Edit - ok, I guess I did say that you sounded critical of the idea -- but in my line of work (let's just say the legal field) that's perfectly o.k. Some people have a hard time separating criticism of their idea from criticism of them personally - I'm not one of them.


----------



## Ethan Winer

Wade,

> What are people's opinions on whether the thin plywood would have an effect similar to the FRK facing? <

Do you want opinions or do you want hard facts? :huh:

Seriously, the problem with "what if" questions like this is it's impossible to know without building eight or more traps, and paying a lab a grand to test them.

If you do that, please let me know what you find out! :kiss:

:bigsmile:

--Ethan


----------



## Guest

adogand6kids:

Here's another thought that you might try. I built some panels over the weekend, but didn't like the idea of just fabric holding in the fiberglass, so I went to Home Depot to see what I could find. I ended up stapling screen door mesh to front and back faces of the panels to hold in the fiberglass. It comes in 36" and 48" rolls, up to 25', and in a couple of different types. One is fairly stiff and the other is more pliable and fabric-like. It was a little more work to put it on prior to the fabric, but ultimately, I like what it is doing. Plus, it is much more porous than perforated metal, so I guess my untested theory is that it won't have much effect on the soundwaves hitting it (****, it's more porous than burlap).

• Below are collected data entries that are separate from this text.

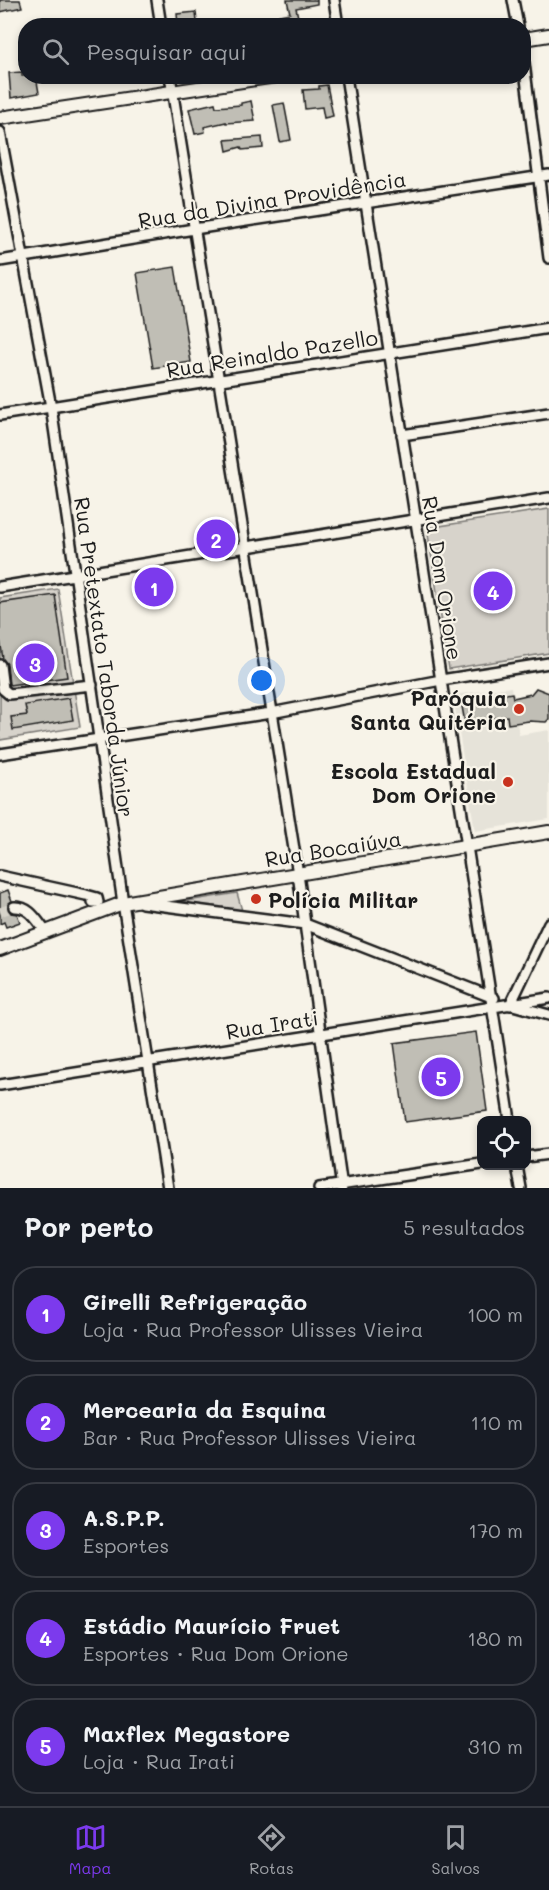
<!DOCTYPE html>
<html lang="pt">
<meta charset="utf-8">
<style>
:root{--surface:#171b24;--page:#242831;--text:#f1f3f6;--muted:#9ea1a6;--line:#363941;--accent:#7c3aed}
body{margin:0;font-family:Mali,sans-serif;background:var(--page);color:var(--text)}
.controls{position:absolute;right:18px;bottom:18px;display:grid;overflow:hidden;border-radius:12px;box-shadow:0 3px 9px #0003}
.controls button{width:54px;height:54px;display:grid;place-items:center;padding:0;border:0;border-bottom:2px solid var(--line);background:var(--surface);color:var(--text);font:30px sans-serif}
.you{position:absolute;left:262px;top:681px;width:21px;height:21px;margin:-15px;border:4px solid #fff;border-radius:50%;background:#1a73e8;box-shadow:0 0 0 9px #1a73e833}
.badge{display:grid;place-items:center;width:39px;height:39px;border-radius:50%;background:var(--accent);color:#fff;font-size:20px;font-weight:700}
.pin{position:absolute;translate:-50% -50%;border:3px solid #fff;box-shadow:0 2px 6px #0006}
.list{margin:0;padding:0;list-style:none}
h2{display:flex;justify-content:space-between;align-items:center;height:78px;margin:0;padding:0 24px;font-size:26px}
h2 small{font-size:20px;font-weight:400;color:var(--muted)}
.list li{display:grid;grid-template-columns:39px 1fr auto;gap:18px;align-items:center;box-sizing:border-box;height:96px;margin:0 12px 12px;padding:0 12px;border:2px solid var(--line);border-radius:24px}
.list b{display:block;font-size:22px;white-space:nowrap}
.list p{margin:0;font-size:20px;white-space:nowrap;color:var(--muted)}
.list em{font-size:20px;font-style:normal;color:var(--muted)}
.icon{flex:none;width:33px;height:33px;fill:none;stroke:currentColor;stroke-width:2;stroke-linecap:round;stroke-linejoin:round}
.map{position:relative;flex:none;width:549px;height:1188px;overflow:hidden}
.search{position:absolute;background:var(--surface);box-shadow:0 3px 9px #0003;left:18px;right:18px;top:18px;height:66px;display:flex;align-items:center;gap:15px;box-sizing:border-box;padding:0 21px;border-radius:24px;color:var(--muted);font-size:22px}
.sheet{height:618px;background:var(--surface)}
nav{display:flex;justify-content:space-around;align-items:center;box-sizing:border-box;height:84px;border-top:2px solid var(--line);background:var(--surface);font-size:16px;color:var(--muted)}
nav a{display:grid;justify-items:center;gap:3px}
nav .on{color:var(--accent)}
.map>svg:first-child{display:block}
.built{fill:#e6e3d9}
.green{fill:#d7d3cb;stroke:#7a7874;stroke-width:1.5}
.building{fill:#c0beb5;stroke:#1c1c1c;stroke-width:1.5}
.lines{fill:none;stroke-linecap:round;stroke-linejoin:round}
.minor-tunnel{stroke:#d6d3c9;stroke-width:9;stroke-dasharray:9 4.5;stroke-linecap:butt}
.minor-casing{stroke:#1c1c1c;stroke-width:14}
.major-casing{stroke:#1c1c1c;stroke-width:16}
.minor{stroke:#f7f3e8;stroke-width:9}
.major{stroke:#f7f3e8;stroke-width:12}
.poi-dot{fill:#c8321e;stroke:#f7f3e8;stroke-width:2}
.labels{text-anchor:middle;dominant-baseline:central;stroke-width:4.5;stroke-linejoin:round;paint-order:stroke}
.street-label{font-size:21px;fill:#1c1c1c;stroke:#f7f3e8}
.poi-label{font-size:21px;font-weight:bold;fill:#1c1c1c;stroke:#f7f3e8;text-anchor:end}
</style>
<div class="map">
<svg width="549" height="1188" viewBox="0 0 549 1188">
<rect width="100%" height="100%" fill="#f7f3e8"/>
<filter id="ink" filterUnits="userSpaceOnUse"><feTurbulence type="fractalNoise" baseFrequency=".0167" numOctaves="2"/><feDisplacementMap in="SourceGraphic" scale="12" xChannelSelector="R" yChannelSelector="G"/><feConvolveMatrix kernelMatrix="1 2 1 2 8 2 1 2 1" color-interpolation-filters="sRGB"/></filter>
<g filter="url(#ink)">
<path class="built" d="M511,687l8,48 30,-5v89l-74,12 -22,-136z"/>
<path class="green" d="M549,509v144l-100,16 -22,-141z
M58,589l22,138 -80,13v-142z
M237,893l6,21 -68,-11z"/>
<path class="building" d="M0,0h20l2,7 -22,5z
M287,0h30v4l-21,4 4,18h-19l-2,-11 11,-2z
M196,12l1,10 -19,2 -1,-10z
M22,72v4h14l3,17 -28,5 -2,-25z
M327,85l6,31 -9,2 -2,-11 -17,2 -2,-19 16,-1v-3z
M251,101l4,20 -29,2v-1l-22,5 1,5 -10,2 -6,-25 26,-6 1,4 25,-2v-2z
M284,103l7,37 -11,2 -7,-37z
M262,137l1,11 -21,2 -1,-3 -14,4 -2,-11z
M175,267l16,95 -38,6 -16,-95z
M55,595l12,82 -58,8 -2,-21 -4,-5 -3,-20v-36z
M536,688l13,5v26l-3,3 -17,-1 -21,3 -1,-8 -42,7 -4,-22 51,-8 1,5 18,-4z
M69,698l4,22 -60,10 -2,-13 16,-2 -2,-10z
M8,890l4,11 -4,3v5l3,4 6,1 3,8 -14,5 -2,-5 -4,2v-31z
M476,1032l11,79 -82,11 -11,-79z"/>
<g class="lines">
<path class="minor-tunnel" d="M0,912l14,-5"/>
<g class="minor-casing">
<path id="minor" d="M157,0l4,26
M334,0l4,26
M513,0l5,26
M524,63l25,195
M170,76l128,798 44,314
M346,76l164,1044
M0,132l51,275 72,496 45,285
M0,261l194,-32 355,-54
M0,415l549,-87
M402,435l147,-22
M0,587l549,-89
M0,665l3,24 6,5 83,-9
M0,754l271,-41 170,-33 108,-17
M0,876l86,19 11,3 1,4h-5v-4
M142,903l163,21 189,74
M14,907c16,-1 23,14 32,25
M510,1005l39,-82
M513,1005l36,10
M0,1085l549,-87
M526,1157l23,-3
M517,1166l4,22
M319,1188l163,-24"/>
</g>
<g class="major-casing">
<path id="major" d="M524,39l25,-4
M0,118l276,-42
M0,949l123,-46 426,-71"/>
</g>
<use href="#minor" class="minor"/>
<use href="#major" class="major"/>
</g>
</g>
<g class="poi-dot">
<circle cx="519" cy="709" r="6"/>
<circle cx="508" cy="782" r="6"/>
<circle cx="256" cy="899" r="6"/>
</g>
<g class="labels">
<g class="street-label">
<text transform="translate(272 199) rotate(-9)">Rua da Divina Providência</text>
<text transform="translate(272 353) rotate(-9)">Rua Reinaldo Pazello</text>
<text transform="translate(443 578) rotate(81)">Rua Dom Orione</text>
<text transform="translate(105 657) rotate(82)">Rua Pretextato Taborda Júnior</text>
<text transform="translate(333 848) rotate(-9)">Rua Bocaiúva</text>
<text transform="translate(272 1024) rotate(-9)">Rua Irati</text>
</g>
<g class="poi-label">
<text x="507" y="697">Paróquia<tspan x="507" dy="24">Santa Quitéria</tspan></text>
<text x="496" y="770">Escola Estadual<tspan x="496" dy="24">Dom Orione</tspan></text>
<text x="268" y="899" text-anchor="start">Polícia Militar</text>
</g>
</g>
</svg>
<div class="controls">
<button><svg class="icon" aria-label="locate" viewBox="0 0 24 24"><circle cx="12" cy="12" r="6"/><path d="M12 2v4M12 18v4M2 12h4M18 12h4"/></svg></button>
</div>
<div class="you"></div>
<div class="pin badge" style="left:154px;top:587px">1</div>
<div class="pin badge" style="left:216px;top:539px">2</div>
<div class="pin badge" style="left:35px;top:663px">3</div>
<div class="pin badge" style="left:493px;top:591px">4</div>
<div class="pin badge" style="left:441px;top:1077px">5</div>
<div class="search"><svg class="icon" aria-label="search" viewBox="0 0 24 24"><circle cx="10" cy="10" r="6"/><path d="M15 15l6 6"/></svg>Pesquisar aqui</div>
</div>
<section class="sheet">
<h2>Por perto<small>5 resultados</small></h2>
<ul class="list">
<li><span class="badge">1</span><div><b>Girelli Refrigeração</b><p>Loja · Rua Professor Ulisses Vieira</p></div><em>100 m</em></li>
<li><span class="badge">2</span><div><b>Mercearia da Esquina</b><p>Bar · Rua Professor Ulisses Vieira</p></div><em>110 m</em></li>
<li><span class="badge">3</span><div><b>A.S.P.P.</b><p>Esportes</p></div><em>170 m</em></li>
<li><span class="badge">4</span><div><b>Estádio Maurício Fruet</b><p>Esportes · Rua Dom Orione</p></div><em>180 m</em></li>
<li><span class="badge">5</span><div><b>Maxflex Megastore</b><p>Loja · Rua Irati</p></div><em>310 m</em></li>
</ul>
</section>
<nav>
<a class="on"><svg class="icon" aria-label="map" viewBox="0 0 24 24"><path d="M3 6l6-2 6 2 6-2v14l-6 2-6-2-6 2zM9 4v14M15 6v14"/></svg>Mapa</a>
<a><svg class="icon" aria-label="directions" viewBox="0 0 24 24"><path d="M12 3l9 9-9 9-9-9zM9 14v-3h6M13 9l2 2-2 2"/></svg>Rotas</a>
<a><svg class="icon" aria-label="saved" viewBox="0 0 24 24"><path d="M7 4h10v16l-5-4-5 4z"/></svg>Salvos</a>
</nav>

Anyway, you could give the stiffer type a try - just staple, nail, use firring strips, whatever, to hold it firmly to one side, then stretch it across and do the same thing, then apply your nicer looking fabric or treatment over the top.


----------



## bpape

That's a great way to do it. Just make sure to use the steel screening and not the nylon. 

Bryan


----------



## Guest

bpape said:


> That's a great way to do it. Just make sure to use the steel screening and not the nylon.
> 
> Bryan


OK, I'll bite: Why not the nylon?

Trent


----------



## Bob_99

I'd like a piece of that action. Why not the nylon???

Bob


----------



## Ethan Winer

Bob_99 said:


> I'd like a piece of that action. Why not the nylon???
> 
> Bob


Me three.


----------



## Bob in St. Louis

jaegertc said:


> OK, I'll bite: Why not the nylon?


Rips easier? :dontknow: (Less kid proof)

Bob


----------



## bpape

Nylon will stretch and decay over time. Steel will stay taught and last basically forever and keep things nice and tight.

Bryan


----------



## Guest

bpape said:


> Nylon will stretch and decay over time. Steel will stay taught and last basically forever and keep things nice and tight.
> 
> Bryan


Nothing acoustically different, though, of which you are aware?


----------



## bpape

Shouldn't be. The steel might be a tad more reflective but it will be trivial. 

Bryan


----------